The solution I stumbled across was to use an online tool called compressor.io for large Homepage images. This reduced my homepage images by roughly 60% whereas WP smush reduced them by maybe 15%. For compressing multiple images for a site doing them, one off doesn’t quite make sense. So I use PNG gauntlet. This simple tool is a standalone piece of software you can download and set up to compress multiple images simultaneously.
Compressing images alone will work to improve load time significantly.
Key Takeaway: Continually look for ways to reduce images. Avoid large sliders unless they serve a specific purpose. Avoid flash like the plague.
Step 2: Leverage Browser Caching
The next step is to leverage browser caching. This is handy because if your site has a lot of static resources that do not change often you can cache those assets on a searcher’s computer.
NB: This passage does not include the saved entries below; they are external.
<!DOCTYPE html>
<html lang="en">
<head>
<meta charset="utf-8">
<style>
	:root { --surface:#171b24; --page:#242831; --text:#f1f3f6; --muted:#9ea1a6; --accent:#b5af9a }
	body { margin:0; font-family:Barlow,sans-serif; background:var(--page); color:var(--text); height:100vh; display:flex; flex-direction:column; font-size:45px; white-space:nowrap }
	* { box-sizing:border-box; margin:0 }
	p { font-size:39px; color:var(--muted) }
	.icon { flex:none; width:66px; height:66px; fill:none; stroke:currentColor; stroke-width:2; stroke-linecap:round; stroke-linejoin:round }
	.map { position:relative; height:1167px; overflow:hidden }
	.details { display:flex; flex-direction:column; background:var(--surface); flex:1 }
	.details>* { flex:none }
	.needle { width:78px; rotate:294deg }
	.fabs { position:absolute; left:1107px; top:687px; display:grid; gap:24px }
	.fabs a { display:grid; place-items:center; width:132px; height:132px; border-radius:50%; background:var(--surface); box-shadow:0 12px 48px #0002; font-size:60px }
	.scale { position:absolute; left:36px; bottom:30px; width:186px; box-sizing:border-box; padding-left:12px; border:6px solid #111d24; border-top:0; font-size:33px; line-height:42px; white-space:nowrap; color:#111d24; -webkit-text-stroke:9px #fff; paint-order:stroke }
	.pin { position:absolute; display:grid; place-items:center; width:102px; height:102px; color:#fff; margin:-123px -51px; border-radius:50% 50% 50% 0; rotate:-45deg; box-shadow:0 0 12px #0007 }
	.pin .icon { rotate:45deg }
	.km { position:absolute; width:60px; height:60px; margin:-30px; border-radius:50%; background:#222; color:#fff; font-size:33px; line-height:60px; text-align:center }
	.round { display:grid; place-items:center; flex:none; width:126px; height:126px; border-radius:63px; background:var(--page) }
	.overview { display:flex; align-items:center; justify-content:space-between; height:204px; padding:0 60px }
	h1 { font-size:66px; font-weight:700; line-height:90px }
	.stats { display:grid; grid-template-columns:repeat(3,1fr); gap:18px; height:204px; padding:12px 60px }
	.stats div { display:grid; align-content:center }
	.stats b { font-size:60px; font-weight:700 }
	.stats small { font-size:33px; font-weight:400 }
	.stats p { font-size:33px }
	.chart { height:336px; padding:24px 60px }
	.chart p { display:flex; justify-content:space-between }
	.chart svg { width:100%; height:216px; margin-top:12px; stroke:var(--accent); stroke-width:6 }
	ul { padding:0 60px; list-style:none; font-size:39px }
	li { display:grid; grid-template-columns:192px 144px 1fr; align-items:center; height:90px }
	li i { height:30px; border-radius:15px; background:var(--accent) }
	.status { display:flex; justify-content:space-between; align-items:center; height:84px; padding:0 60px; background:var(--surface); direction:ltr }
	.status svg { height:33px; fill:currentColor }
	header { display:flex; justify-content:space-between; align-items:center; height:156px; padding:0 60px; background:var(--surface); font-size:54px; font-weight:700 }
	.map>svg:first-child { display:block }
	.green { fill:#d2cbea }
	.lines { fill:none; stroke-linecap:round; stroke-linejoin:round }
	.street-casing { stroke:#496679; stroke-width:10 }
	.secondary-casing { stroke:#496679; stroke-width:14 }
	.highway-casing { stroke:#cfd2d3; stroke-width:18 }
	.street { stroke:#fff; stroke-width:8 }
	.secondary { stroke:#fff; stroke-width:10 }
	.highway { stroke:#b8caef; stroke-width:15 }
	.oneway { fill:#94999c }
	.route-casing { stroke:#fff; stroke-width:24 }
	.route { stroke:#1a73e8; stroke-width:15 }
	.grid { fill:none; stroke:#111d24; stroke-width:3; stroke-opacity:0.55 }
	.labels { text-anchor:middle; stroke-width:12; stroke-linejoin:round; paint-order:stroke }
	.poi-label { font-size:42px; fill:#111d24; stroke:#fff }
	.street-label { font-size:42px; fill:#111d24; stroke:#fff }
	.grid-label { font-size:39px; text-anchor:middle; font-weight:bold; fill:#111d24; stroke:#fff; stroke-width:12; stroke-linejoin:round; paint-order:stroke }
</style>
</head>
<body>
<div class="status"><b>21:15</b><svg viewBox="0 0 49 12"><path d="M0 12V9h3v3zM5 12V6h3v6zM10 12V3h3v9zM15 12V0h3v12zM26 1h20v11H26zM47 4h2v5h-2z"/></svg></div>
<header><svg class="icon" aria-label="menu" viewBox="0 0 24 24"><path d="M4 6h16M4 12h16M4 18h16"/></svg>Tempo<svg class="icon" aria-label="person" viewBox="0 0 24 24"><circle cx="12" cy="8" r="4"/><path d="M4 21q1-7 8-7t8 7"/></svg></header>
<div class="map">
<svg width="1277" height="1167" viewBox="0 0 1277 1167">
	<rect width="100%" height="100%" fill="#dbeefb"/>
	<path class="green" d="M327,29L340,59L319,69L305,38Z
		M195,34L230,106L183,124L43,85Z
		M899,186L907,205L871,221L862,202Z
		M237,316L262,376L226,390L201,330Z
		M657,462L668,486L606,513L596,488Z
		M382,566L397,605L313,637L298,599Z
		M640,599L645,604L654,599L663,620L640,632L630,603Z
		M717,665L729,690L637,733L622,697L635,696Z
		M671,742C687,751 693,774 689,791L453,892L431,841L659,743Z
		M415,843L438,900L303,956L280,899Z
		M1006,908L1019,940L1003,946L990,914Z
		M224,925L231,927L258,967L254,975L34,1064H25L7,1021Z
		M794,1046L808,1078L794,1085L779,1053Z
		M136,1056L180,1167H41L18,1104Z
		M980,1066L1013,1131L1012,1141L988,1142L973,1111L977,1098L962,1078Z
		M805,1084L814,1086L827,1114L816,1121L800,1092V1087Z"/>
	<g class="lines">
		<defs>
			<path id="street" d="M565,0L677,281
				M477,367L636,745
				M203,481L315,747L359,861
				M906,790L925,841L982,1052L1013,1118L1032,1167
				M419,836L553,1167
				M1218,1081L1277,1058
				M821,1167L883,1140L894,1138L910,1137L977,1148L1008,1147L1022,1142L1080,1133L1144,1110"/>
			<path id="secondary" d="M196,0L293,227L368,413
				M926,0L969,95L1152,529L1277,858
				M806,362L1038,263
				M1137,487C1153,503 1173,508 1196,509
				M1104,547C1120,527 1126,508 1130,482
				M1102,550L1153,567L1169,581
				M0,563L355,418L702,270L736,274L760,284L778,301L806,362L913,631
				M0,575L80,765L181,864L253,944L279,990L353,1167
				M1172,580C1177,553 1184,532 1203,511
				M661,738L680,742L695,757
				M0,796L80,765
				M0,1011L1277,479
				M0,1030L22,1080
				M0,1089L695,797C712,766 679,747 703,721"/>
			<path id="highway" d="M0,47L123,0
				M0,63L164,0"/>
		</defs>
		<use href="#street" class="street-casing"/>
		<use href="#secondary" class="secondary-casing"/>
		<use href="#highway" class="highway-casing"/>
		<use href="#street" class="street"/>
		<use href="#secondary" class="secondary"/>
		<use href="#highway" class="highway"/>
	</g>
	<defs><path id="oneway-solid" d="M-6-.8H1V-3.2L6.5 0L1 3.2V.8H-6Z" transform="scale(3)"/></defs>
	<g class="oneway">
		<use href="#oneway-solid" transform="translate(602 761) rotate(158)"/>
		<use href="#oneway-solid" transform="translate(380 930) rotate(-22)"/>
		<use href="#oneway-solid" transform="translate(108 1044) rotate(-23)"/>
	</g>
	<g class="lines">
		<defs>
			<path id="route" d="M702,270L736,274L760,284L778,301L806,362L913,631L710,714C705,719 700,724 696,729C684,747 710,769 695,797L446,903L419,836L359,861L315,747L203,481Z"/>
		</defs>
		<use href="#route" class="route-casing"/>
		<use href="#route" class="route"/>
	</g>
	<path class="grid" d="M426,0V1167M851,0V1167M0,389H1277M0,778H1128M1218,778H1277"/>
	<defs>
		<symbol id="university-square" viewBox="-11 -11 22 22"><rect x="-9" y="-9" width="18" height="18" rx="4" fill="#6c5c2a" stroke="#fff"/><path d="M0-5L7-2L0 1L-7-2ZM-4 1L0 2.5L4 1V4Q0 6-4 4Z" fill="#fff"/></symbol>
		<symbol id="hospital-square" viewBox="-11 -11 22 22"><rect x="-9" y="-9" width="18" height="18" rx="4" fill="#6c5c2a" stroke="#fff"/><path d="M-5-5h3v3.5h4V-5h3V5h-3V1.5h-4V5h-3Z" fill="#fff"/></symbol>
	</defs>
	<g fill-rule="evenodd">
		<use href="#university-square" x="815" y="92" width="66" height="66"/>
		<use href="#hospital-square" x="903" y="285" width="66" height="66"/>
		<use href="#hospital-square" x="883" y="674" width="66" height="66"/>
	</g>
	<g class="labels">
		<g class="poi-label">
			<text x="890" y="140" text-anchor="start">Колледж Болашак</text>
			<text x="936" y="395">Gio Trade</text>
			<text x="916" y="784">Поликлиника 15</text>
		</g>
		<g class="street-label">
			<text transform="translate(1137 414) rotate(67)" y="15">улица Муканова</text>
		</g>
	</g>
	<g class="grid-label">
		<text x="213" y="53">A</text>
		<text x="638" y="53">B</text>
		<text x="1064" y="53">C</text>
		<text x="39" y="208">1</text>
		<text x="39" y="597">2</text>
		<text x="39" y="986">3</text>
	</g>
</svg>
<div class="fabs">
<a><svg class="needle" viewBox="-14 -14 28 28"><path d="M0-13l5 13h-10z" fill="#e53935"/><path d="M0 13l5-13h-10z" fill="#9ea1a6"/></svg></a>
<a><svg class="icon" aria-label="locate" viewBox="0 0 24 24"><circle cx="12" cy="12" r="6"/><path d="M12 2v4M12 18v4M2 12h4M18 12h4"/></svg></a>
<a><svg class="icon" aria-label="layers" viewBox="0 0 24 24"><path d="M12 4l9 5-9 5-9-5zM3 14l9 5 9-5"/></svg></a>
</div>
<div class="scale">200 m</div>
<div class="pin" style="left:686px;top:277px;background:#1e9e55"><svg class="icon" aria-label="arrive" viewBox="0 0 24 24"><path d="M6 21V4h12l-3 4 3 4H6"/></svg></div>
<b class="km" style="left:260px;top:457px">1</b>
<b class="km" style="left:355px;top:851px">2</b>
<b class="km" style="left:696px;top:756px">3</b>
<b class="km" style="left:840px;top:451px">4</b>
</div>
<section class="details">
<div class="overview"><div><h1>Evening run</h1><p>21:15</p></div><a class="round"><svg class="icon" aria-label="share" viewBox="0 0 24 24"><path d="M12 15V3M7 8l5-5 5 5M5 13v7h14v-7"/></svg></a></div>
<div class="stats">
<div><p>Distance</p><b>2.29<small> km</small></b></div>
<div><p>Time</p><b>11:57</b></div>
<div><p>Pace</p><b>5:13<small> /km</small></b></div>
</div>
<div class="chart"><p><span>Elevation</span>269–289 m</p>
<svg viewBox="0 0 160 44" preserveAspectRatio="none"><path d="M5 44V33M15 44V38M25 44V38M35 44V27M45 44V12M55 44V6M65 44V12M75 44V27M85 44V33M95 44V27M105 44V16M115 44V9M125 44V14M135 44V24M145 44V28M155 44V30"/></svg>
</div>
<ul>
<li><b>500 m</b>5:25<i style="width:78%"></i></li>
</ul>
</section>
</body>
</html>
When they visit a second time the page will load significantly faster since those resources have been previously cached.
Now I did this a few different ways and the easiest by far is to utilize a CDN or content delivery network. The changes to caching have to happen in your HTTP access file. If you do not feel comfortable making changes then a CDN is your safest option.
I choose to use Cloud Flare as my CDN of choice. It is free and relatively easy to setup. You will need to make changes to your DNS Nameservers. If you host with Godaddy login to your account and click manage my domains. From there find your domain and click your site you want to make changes to within your account. Go to nameservers and click manage. You will need to change your nameservers to whatever Cloud Flare prompts you to change it to.
Once you’re within Cloud Flare’s dashboard you will see a wide range of icons. It might be overwhelming but for now, focus on the Caching section. Depending on your business objectives adjust your browser caching accordingly. Personally, for my blog, I do not publish new content or make changes on a weekly or even a bi-weekly basis so I set the caching to 16 days. This will be adjusted depending on your goals and content creation cadence.
Key Takeaway: You want to enable browser caching for resources that do not change that frequently. While Cloud Flare does not make much of a distinction it is still a good idea to cache depending on how frequently you update your website.
Step 3: Minify HTML and CSS
Next, we want to minify HTML and CSS to further improve load time. By minifying the file of your source code your web pages will load quicker. Fortunately, we do not have to do this manually. Cloud Flare will actually take care of that as well. I know what you’re thinking I don’t want the program potentially messing up my source code. Well, Cloud Flare makes use of a PHP script to dynamically minify the source code as the page loads.
To enable this click the speed icon at the top of the dashboard. At the top of the page under Auto Minify check HTML, CSS, and JS. This will enable the PHP script to fire off and dynamically reduce the file size of your source code throughout your site.
Key Takeaway: Source code with a lot of extra white space causes web pages to load slower. Sometimes we have to balance web development best practices with User Experience in mind. Utilizing minification via a dynamic PHP script allows us to achieve this.